Build an open IMDB-like service for All 300,000+ elected officials in the country and build biographies on all of them much like the style of IMDB. Allow for community participation, submission and vetting.
Build blog plugins in WordPress, MovableType, etc. that allow bloggers to pull in data about lawmakers in blog posts (for instance, widgets from sunlightmediaservices.com) Could also provide, pull data from other sources like Watchdog.net, OpenSecrets, etc.
Create a bookmarklet for a web browser that scrapes the page the user is on, looks for members of Congress on that page, and then provides information about those members of Congress and the relationships between them and the other subjects in the article (Could use something like Open Calais)
To be used in conjunction with TransparencyCorps (or without), it would be a simple site where a user could create a "task" for others (in the corps) to accomplish. The tasks could be applied to every member or a subset (chamber, committee, etc). Ex: What was Senator (insert member name)'s Net Worth in 2007? This would essentially create 100 discrete tasks instead of requiring the user to input each Senator name individually. Would be useful for acquiring data that is in PDFs, etc. Could also be used to work on Name Standardization.

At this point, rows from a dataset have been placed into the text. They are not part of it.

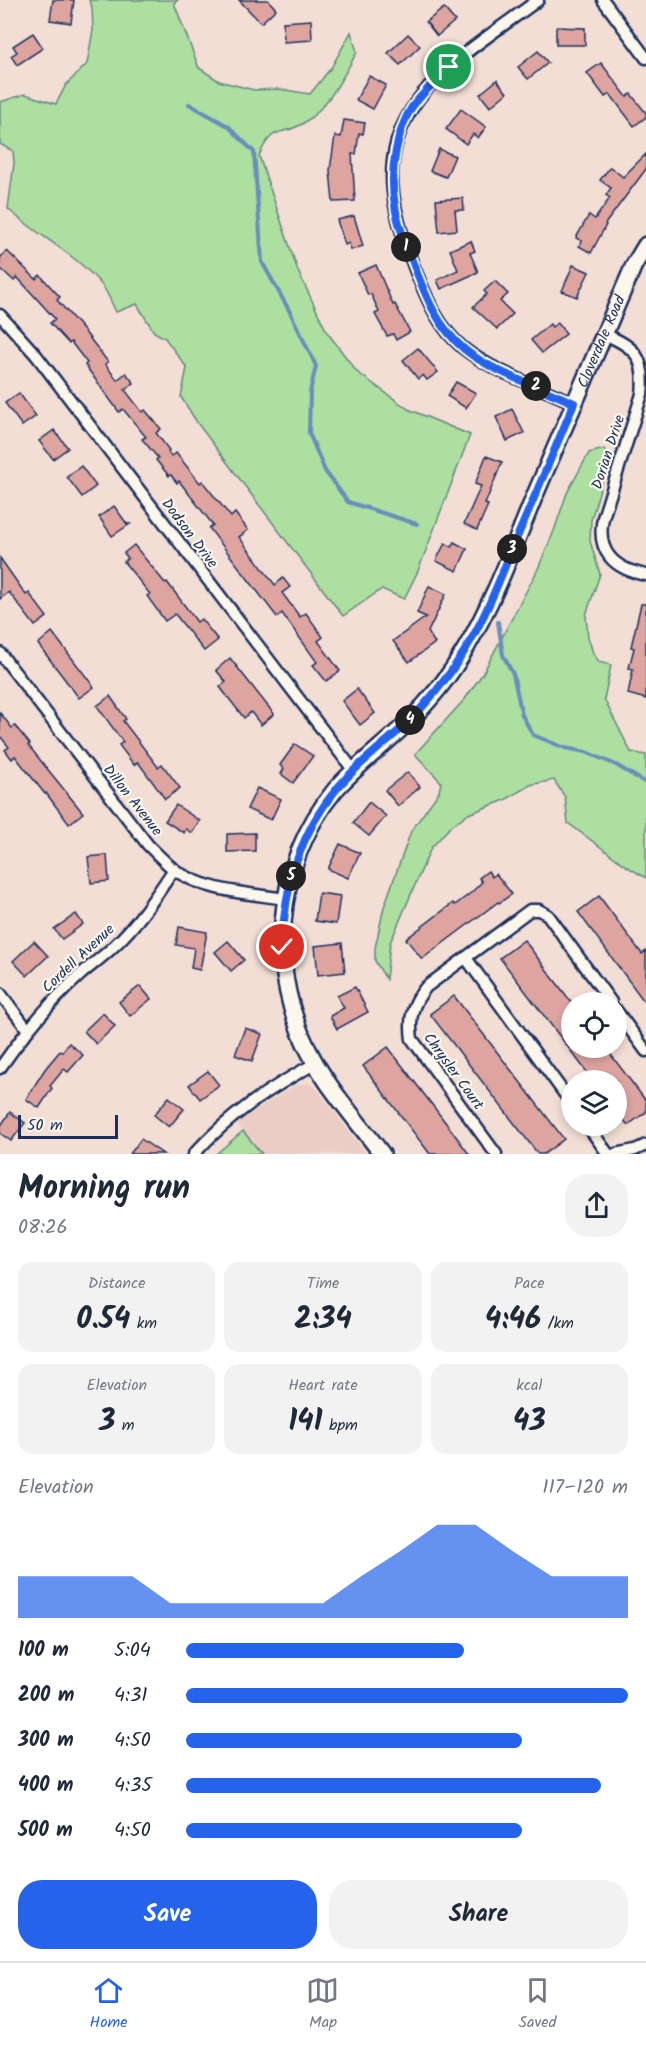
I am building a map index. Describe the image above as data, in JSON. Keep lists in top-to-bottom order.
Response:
{
  "streets": {
    "street": [
      "Cloverdale Road",
      "Dorian Drive",
      "Dodson Drive",
      "Dillon Avenue",
      "Cordell Avenue",
      "Chrysler Court"
    ]
  },
  "crossings": [
    ["Cloverdale Road", "Dorian Drive"],
    ["Cloverdale Road", "Dodson Drive"],
    ["Cloverdale Road", "Dillon Avenue"],
    ["Dillon Avenue", "Cordell Avenue"]
  ],
  "scale_bar": "50 m",
  "page": {
    "pins": [
      "1",
      "2",
      "3",
      "4",
      "5"
    ],
    "scale": "50 m",
    "heading": ["Morning run", "08:26"],
    "stats": [
      ["Distance", "0.54 km"],
      ["Time", "2:34"],
      ["Pace", "4:46 /km"],
      ["Elevation", "3 m"],
      ["Heart rate", "141 bpm"],
      ["kcal", "43"]
    ],
    "chart": ["Elevation", "117–120 m"],
    "list": [
      {
        "name": "100 m",
        "note": "5:04"
      },
      {
        "name": "200 m",
        "note": "4:31"
      },
      {
        "name": "300 m",
        "note": "4:50"
      },
      {
        "name": "400 m",
        "note": "4:35"
      },
      {
        "name": "500 m",
        "note": "4:50"
      }
    ],
    "buttons": ["Save", "Share"],
    "tabs": ["Home", "Map", "Saved"]
  }
}
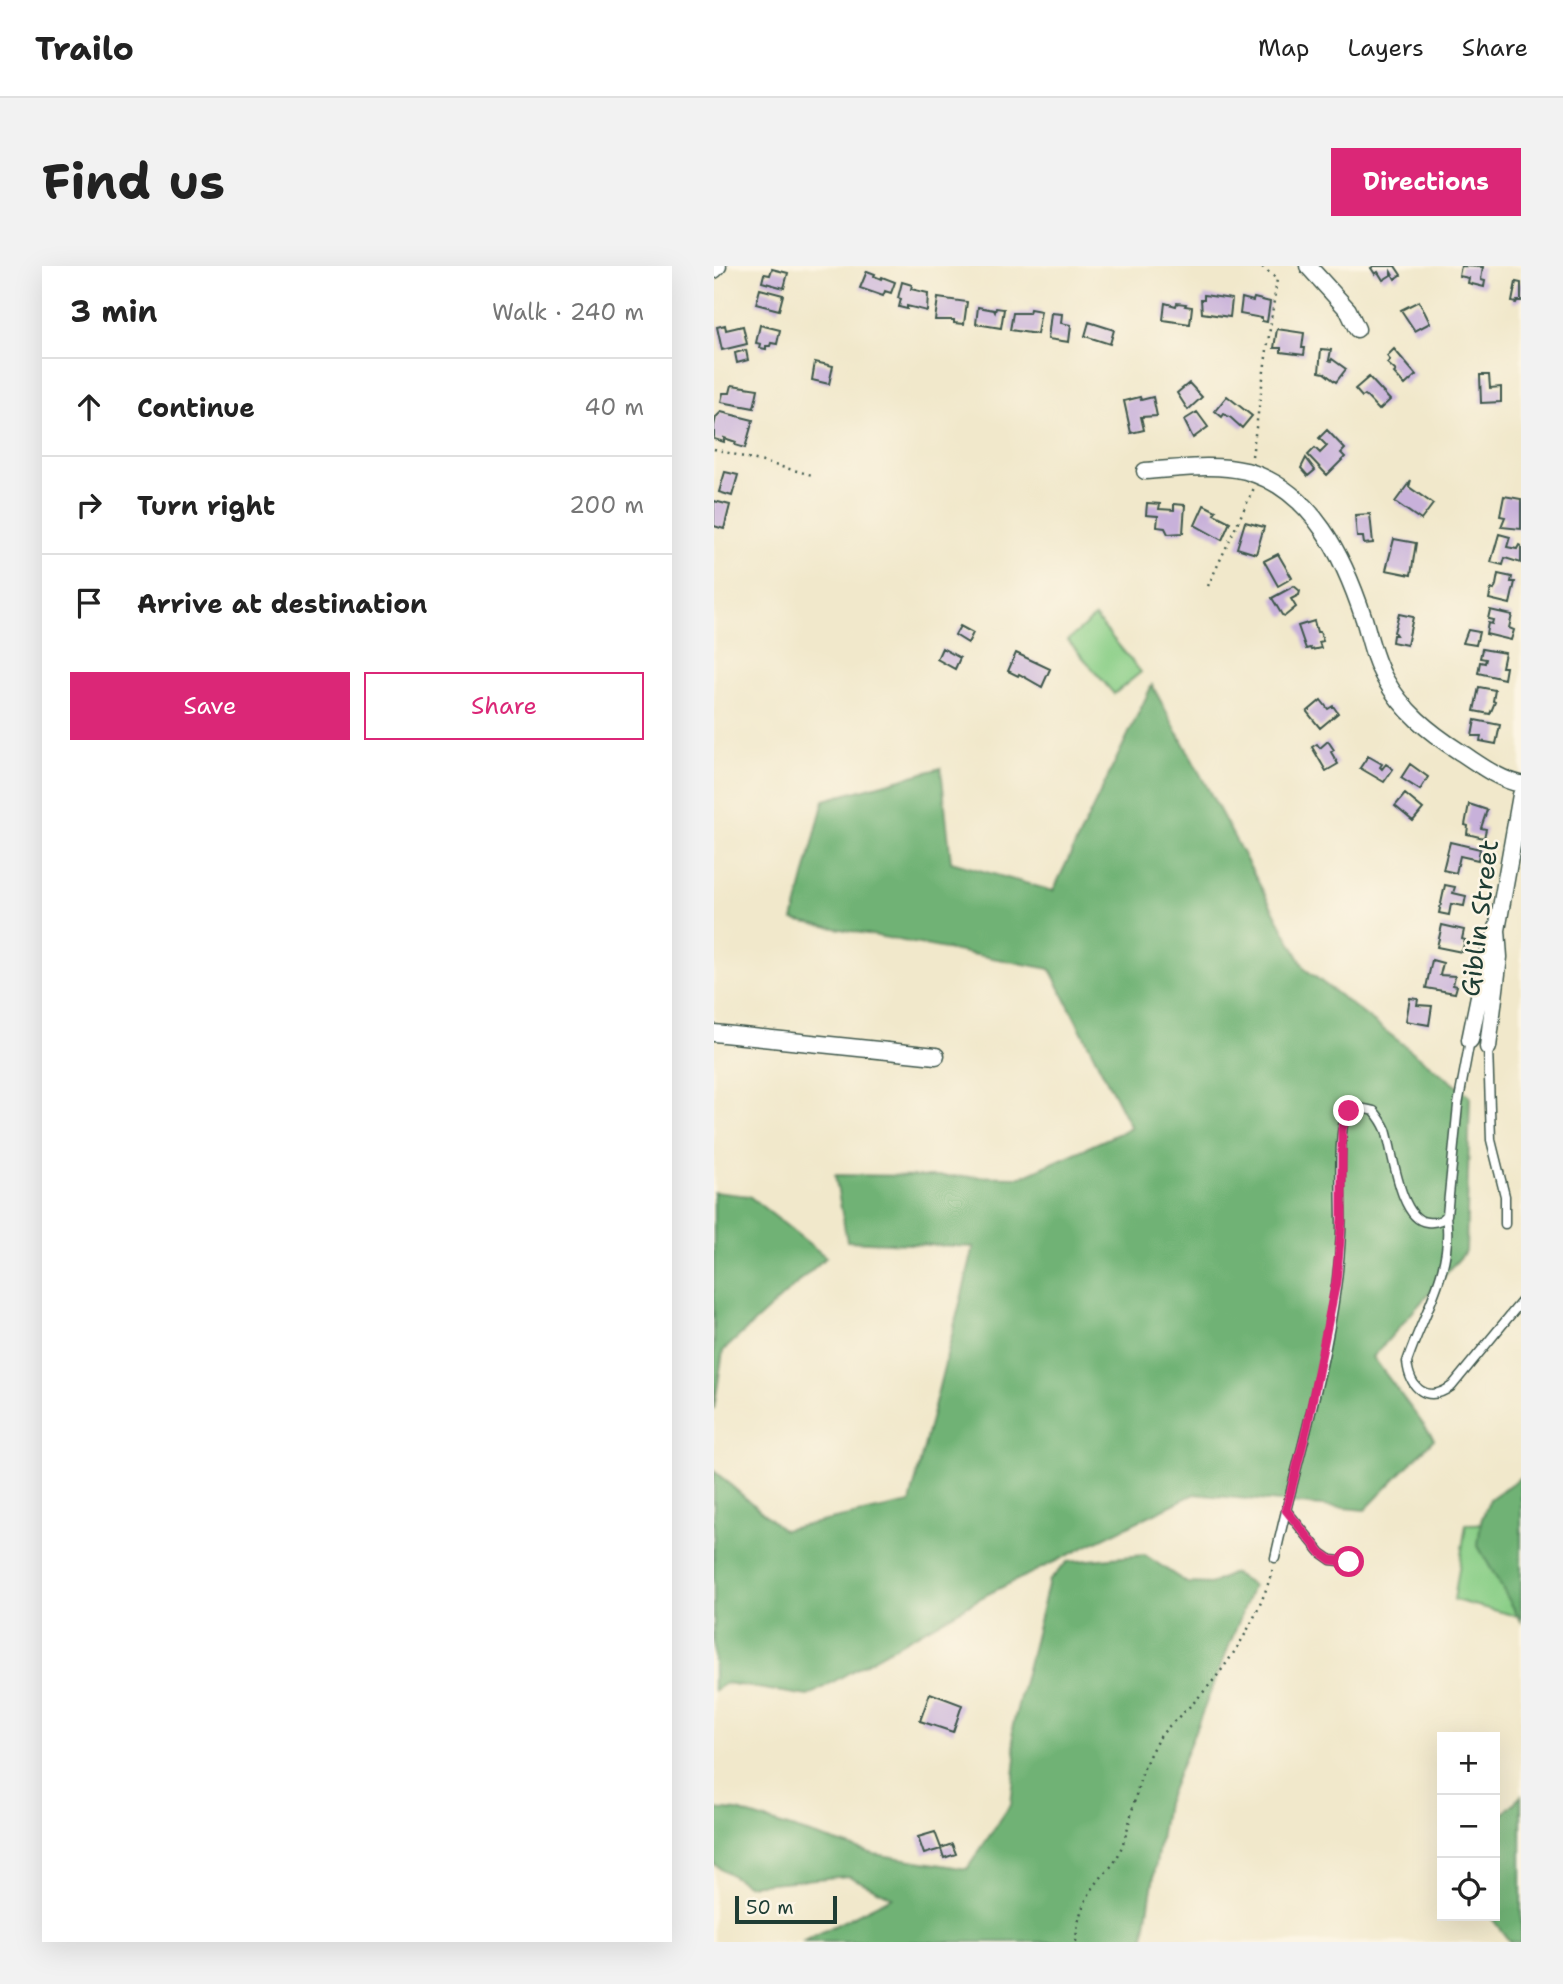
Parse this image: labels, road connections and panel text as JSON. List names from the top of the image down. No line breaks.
{"streets":{"street":["Giblin Street"]},"scale_bar":"50 m","page":{"header":"Trailo","nav":["Map","Layers","Share"],"buttons":["Directions",["Save","Share"]],"title":"Find us","heading":["3 min","Walk · 240 m"],"list":[["Continue","40 m"],["Turn right","200 m"],"Arrive at destination"],"map_buttons":["+","−"],"scale":"50 m"}}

A simple API call that polls against the Sunlight Labs API Lobbyist Namespace and tells you whether or not a given string is a registered federal lobbyist or not.
ReCaptcha for Federal Form Data
Lots of federal data (like for instance FARAdb) come in hand-written formats or non digitizable formats. Blech! We could create a project like ReCaptcha that serves as a human validation test service while digitizing this data.
Set up a centralized bug tracker for the Federal Government to track "known issues" with technology problems (i.e. clerk office's buggy XML feed, FEC contribution erroneous data, etc) so that developers in our community don't have to discover the problems over and over again.
Really simple-- upload a spreadsheet that has members of Congress' names on them (and whatever other information is in there). Allow the user to select which column has those names in them, parse the spreadsheet and return relevant information in the Sunlight Labs API appended to the sheet.
A read/write API containing nicknames matched to known entities with some intelligent search associated with it. The API would take nicknames for people, corporations, and other nouns.
People's Agenda and Ping the President
Create an open-source, people-driven web utility to propose, discuss, and come to consensus on the agenda our government should put into action in our name. Replace the ineffective and opaque contact form on whitehouse.gov with a utility where people are guided to sign on to existing proposals, communications and requests, add their additional comments if needed, and so unite to more effectively and transparently lobby the President - and the President can actually reply to their input.